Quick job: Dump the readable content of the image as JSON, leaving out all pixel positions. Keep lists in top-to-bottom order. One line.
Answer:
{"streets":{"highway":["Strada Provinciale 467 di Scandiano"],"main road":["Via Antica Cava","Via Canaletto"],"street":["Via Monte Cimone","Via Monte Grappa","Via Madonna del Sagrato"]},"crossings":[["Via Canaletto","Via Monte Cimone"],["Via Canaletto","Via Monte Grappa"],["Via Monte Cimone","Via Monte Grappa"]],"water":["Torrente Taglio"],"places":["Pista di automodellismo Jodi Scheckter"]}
#####
Print the data above exactly.

Quick job: Dump the readable content of the image as JSON, leaving out all pixel positions. Keep lists in top-to-bottom order. One line.
Answer:
{"streets":{"highway":["Strada Provinciale 467 di Scandiano"],"main road":["Via Antica Cava","Via Canaletto"],"street":["Via Monte Cimone","Via Monte Grappa","Via Madonna del Sagrato"]},"crossings":[["Via Canaletto","Via Monte Cimone"],["Via Canaletto","Via Monte Grappa"],["Via Monte Cimone","Via Monte Grappa"]],"water":["Torrente Taglio"],"places":["Pista di automodellismo Jodi Scheckter"]}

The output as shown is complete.